Data anonymization solution

Anonymization solutions for free form data

A reporting agency for national hospital safety had a primary goal to provide anonymous and accurate incident reports on accidents. The agency exists to improve patient safety by enabling hospitals nationwide to learn from patient safety incidents. It identifies and reduces risks to patients receiving care and leads onto national initiatives to improve patient safety.

Through its national reporting system, the agency collects confidential reports on patient safety incidents from healthcare staff across the country. Clinicians and safety experts help analyze these reports to identify common risks and opportunities to improve patient safety. Feedback and guidance are provided to healthcare organizations to improve patient safety. These include alerts to address specific safety risks, tools to build a strong safety culture and national initiatives in specific areas such as hand hygiene, design, nutrition and cleaning.



The format of the reporting data is in unstructured free form text. This makes it particularly difficult to extract identifying attributes so that the information can be made truly anonymous – a pre-requisite for open reporting. For example, to make an incident report anonymous, the statistician has to trawl through all the text (often several or many paragraphs) to find any occurrences of the name of the patient, staff member, ward and even in some cases the detail of the injury that may need to be made anonymous.

The agency was using a system which was manual, labor intensive and costly to run. If the agency needed to ‘white list’ or add a new word to be made anonymous and applied to the data, they had to buy professional services from the existing data quality vendor to add this into the code. This was very costly and to get the best value for money, any changes in white listing were stored up and then implemented in bulk to lower the cost of the professional services required.

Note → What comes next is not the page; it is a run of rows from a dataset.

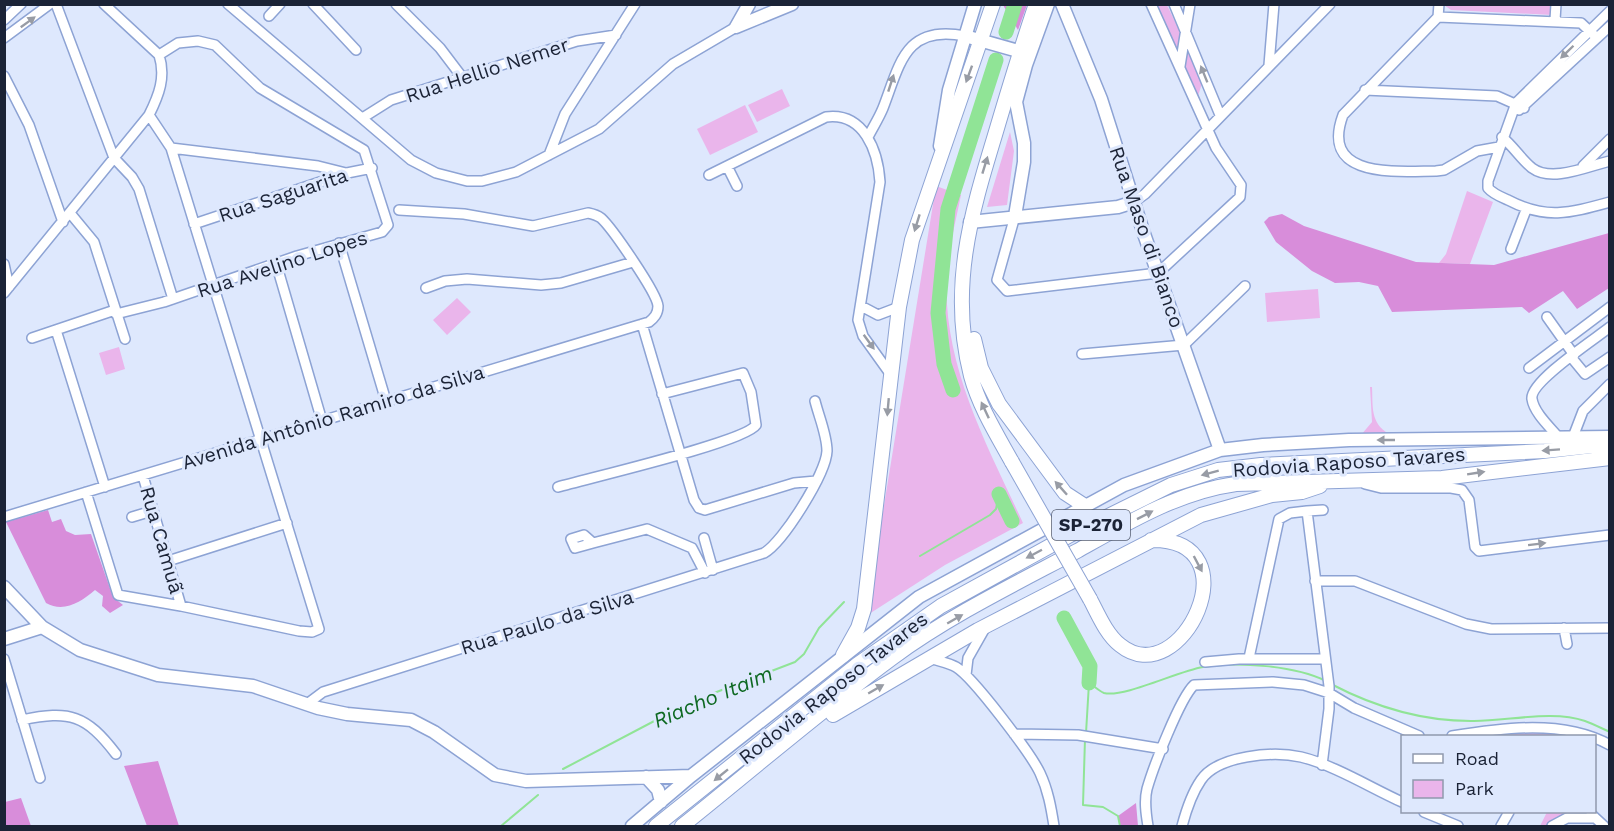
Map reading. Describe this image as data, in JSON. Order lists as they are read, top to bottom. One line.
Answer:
{"streets":{"highway":["Rodovia Raposo Tavares","SP-270"],"main road":["Rua Maso di Bianco"],"street":["Rua Hellio Nemer","Rua Saguarita","Rua Avelino Lopes","Avenida Antônio Ramiro da Silva","Rua Camuã","Rua Paulo da Silva"]},"crossings":[["Rua Saguarita","Rua Avelino Lopes"],["Avenida Antônio Ramiro da Silva","Rua Camuã"]],"water":["Riacho Itaim"],"legend":["Road","Park"]}
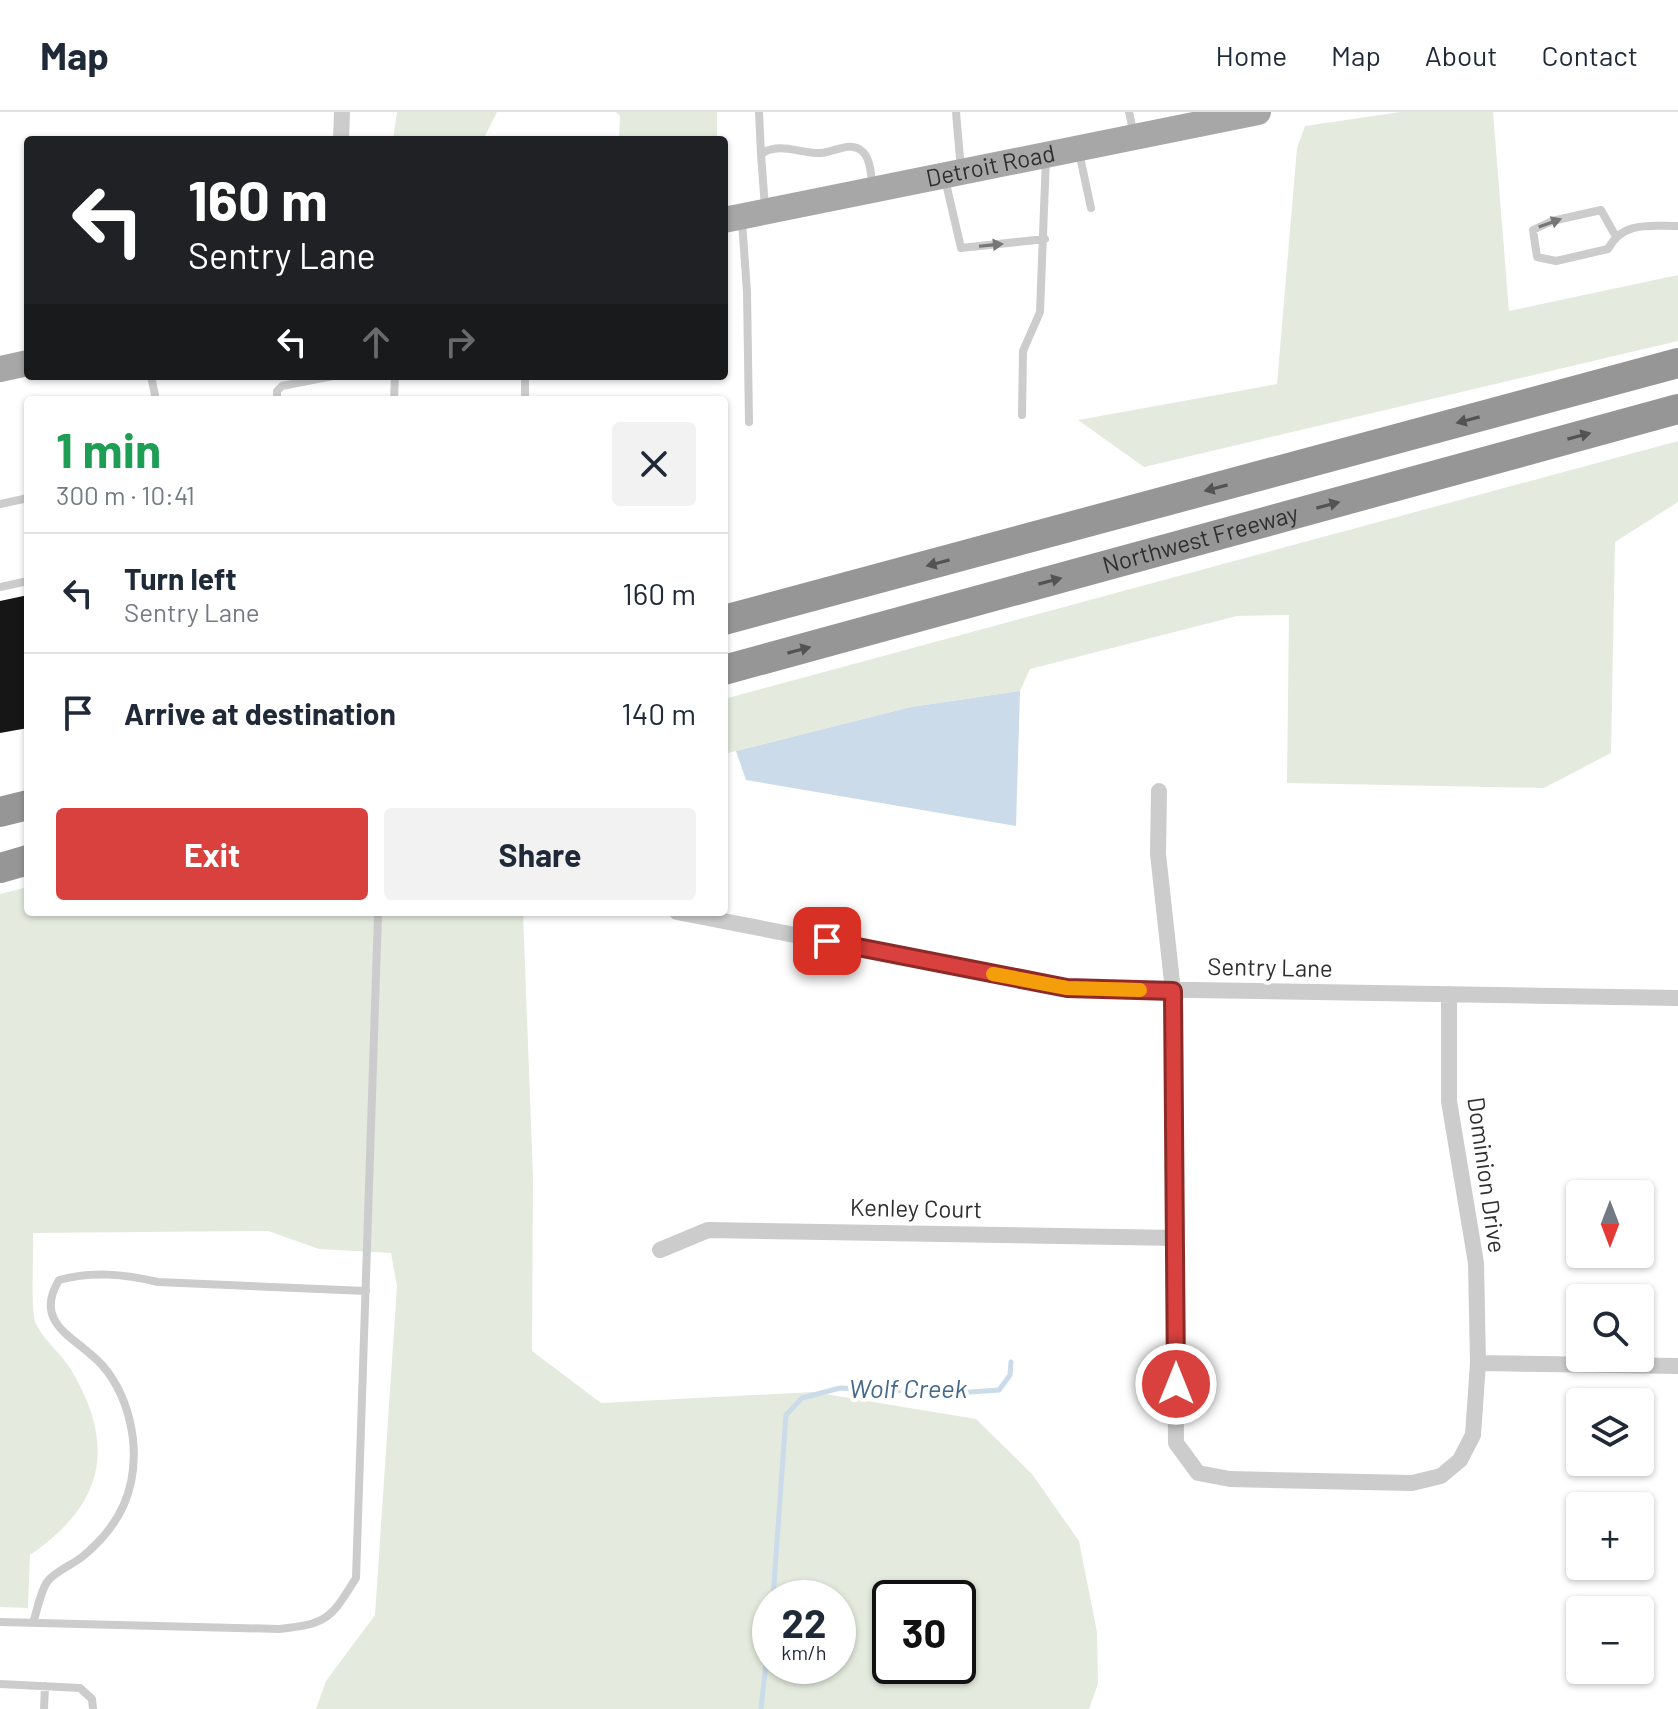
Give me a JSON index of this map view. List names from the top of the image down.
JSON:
{
  "streets": {
    "highway": ["Northwest Freeway"],
    "main road": ["Detroit Road"],
    "street": ["Sentry Lane", "Dominion Drive", "Kenley Court"]
  },
  "crossings": [
    ["Sentry Lane", "Dominion Drive"],
    ["Dominion Drive", "Kenley Court"]
  ],
  "water": ["Wolf Creek"],
  "north": "bottom",
  "page": {
    "header": "Map",
    "nav": [
      "Home",
      "Map",
      "About",
      "Contact"
    ],
    "turn": ["160 m", "Sentry Lane"],
    "heading": ["1 min", "300 m · 10:41"],
    "list": [
      {
        "name": "Turn left",
        "note": "Sentry Lane",
        "value": "160 m"
      },
      {
        "name": "Arrive at destination",
        "value": "140 m"
      }
    ],
    "buttons": ["Exit", "Share"],
    "map_buttons": ["+", "−"],
    "speed": "22 km/h",
    "limit": "30"
  }
}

This meant that the agency had a list that they were maintaining separately before implementing the bulk list through the vendor into the code (around every 6-9 months). They had to look for these separate list items specifically. For example they would know that they wouldn’t have ‘Martin Ward’ included in the code yet, so they would have to look for it manually in every case received.
The agency was looking for a solution that would reduce the costs and labor involved in the process of creating truly anonymous reporting.


Datactics data quality software reviews free text unstructured data, identifying words that need to be anonymous and building a master reference library of these terms. Once set up, the reference file is modifiable by the statistician at any point. New white listed terms can be added to the project without any laborious updating of code. The agency can handle unstructured free form data, using less staff, costing less money and with the ability to update their own anonymous terms reference library.
The agency can now manage and maintain the entire process itself, thus cutting out all professional services costs. The changes that are made to the reference library lists can be reviewed and tracked so it is fully controlled with no knock on effects or time delays.

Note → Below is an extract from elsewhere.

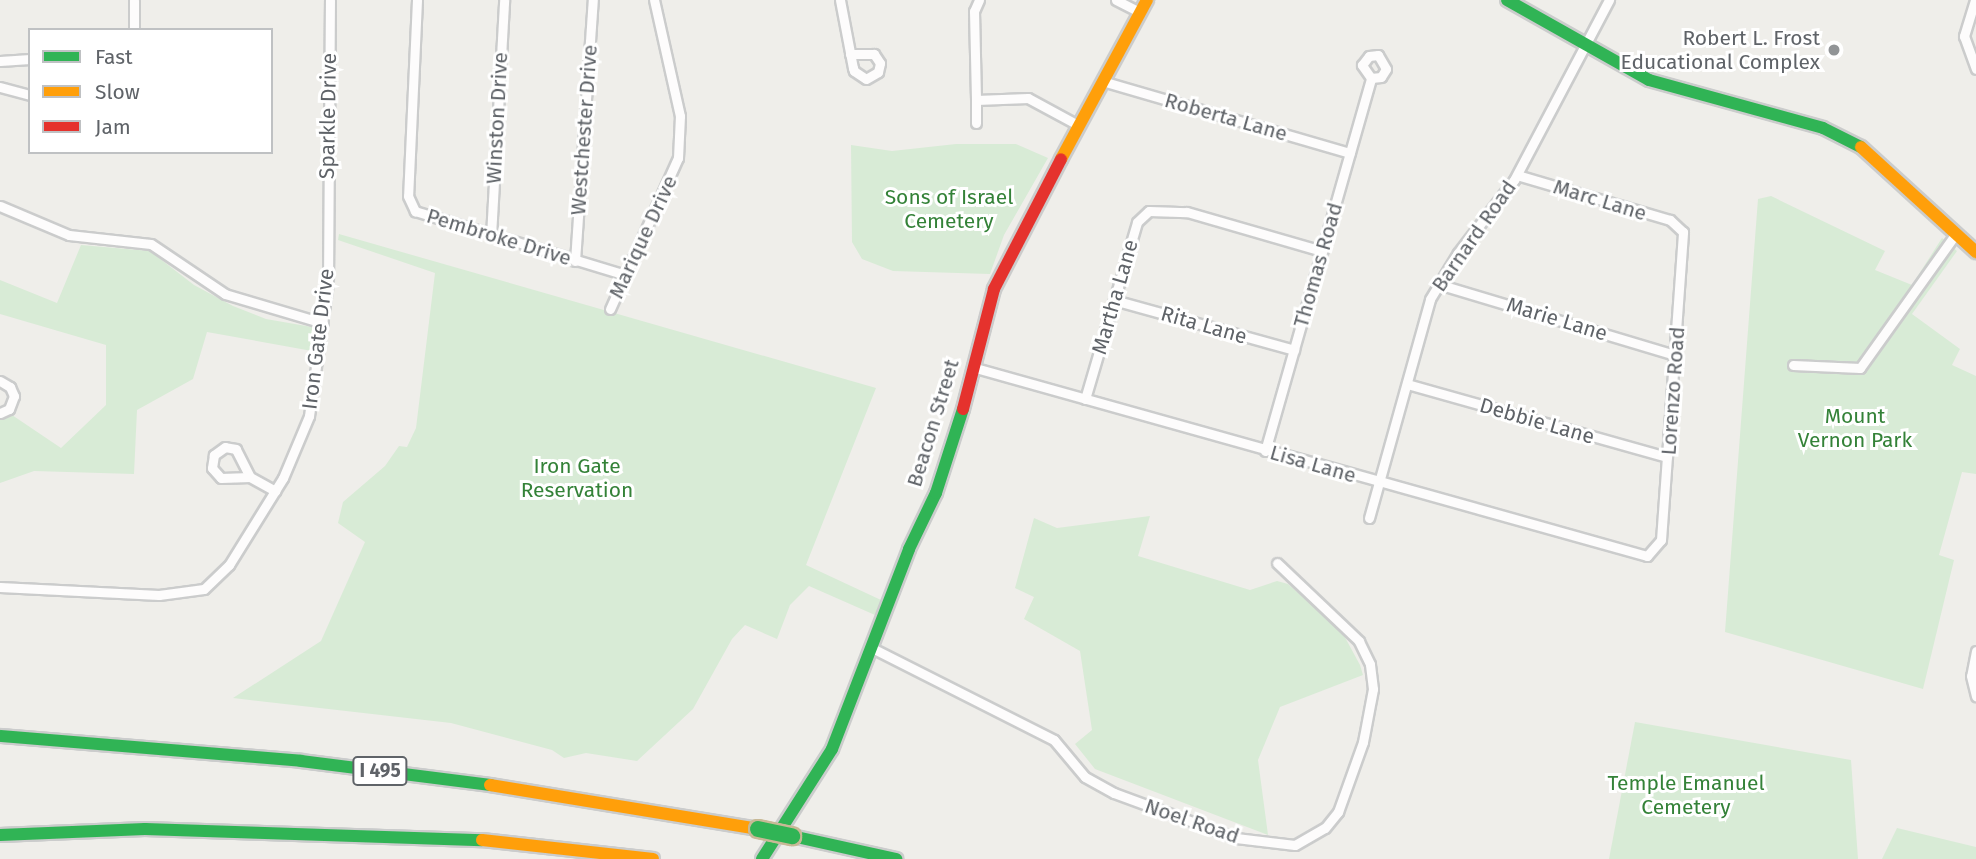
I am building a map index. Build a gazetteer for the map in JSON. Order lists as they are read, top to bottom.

Additions to the reference list
A patients name is anonymous information. But if that patient has an ambiguous word as a first or last name then the rules applied might allow it rather than blot it out. This is a risk that must be removed as completely and efficiently as possible.

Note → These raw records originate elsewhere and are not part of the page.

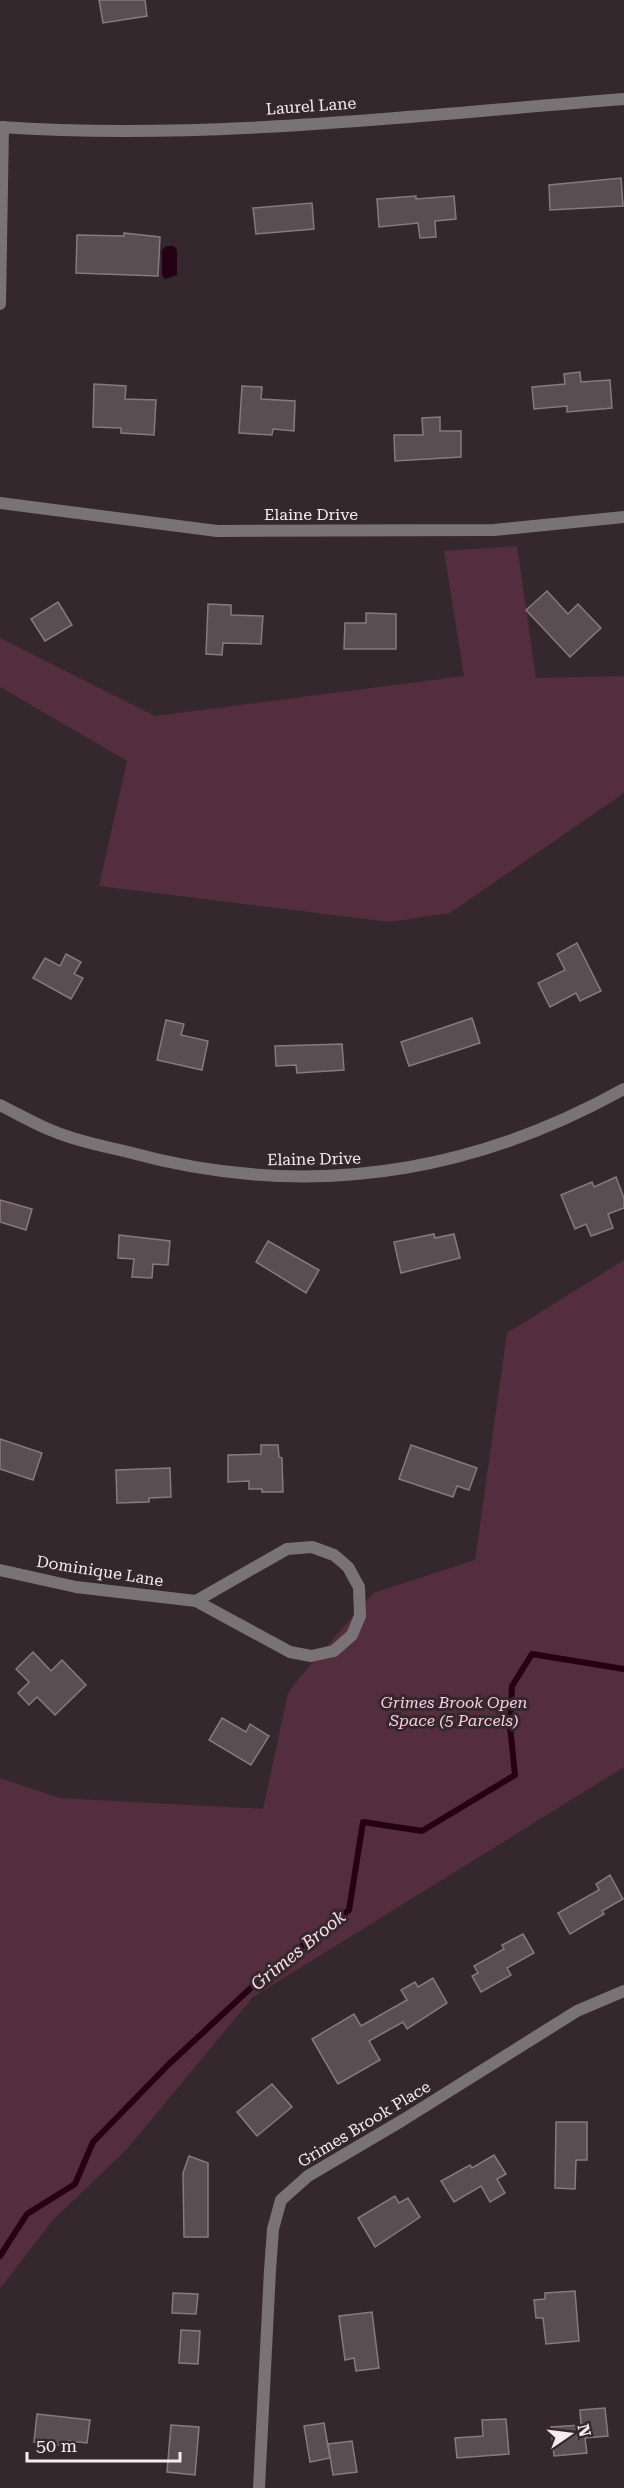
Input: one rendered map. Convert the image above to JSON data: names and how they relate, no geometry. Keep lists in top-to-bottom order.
{
  "streets": {
    "street": [
      "Laurel Lane",
      "Elaine Drive",
      "Dominique Lane",
      "Grimes Brook Place"
    ]
  },
  "water": ["Grimes Brook"],
  "parks": ["Grimes Brook Open Space (5 Parcels)"],
  "scale_bar": "50 m",
  "north": "right"
}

For example, you may have a patient that is called Mr Leg, who fell and hit his shoulder on Ward 3 at Mary Rose Hospital on 12th December 2009. The term ‘leg’ in this sentence is not, of course, referring to the man’s leg – it is referring to his name and will need to be added to the ‘white list’ as needing to be made anonymous. The Datactics solution will, for example, identify words starting with capital letters to facilitate this process.
Similarly a man might be called Martin Ward. It might appear that the name of the hospital ward is Martin Ward, when in fact it is the patient’s name. This could happen with other ambiguous terms such as ‘head’ and ‘hall’.
Other types of terms that may be added to the reference list are abbreviations for physicians or doctors, or names of medical instruments that may be used to treat a patient during an accident. These instruments or treatments are often called after the person who developed them, such as the Heimlich manoeuvre or ‘Owen Mumford’ which is a screening device.
Once all the business rules had been put in place and the white listed reference files produced, the agency was able to manage and update internally. This improves the service, reduces the time taken and increases efficiency.


  • New terms are added to the reference files easily and are managed using Excel rather than coding; this means that the data owner can manage the process without the involvement of their own IT department or an external vendor.
  • All changes can be tracked and reviewed with tiered approval reducing the risk of adverse consequences.
  • With Datactics software, increasing the volume of hospitals to be reviewed and reported on will not add cost to the process of anonymous incident reporting.
  • Datactics provides a complete product based solution which provides lower cost of ownership, higher speed of implementation, greater responsiveness and higher accuracy levels for the user.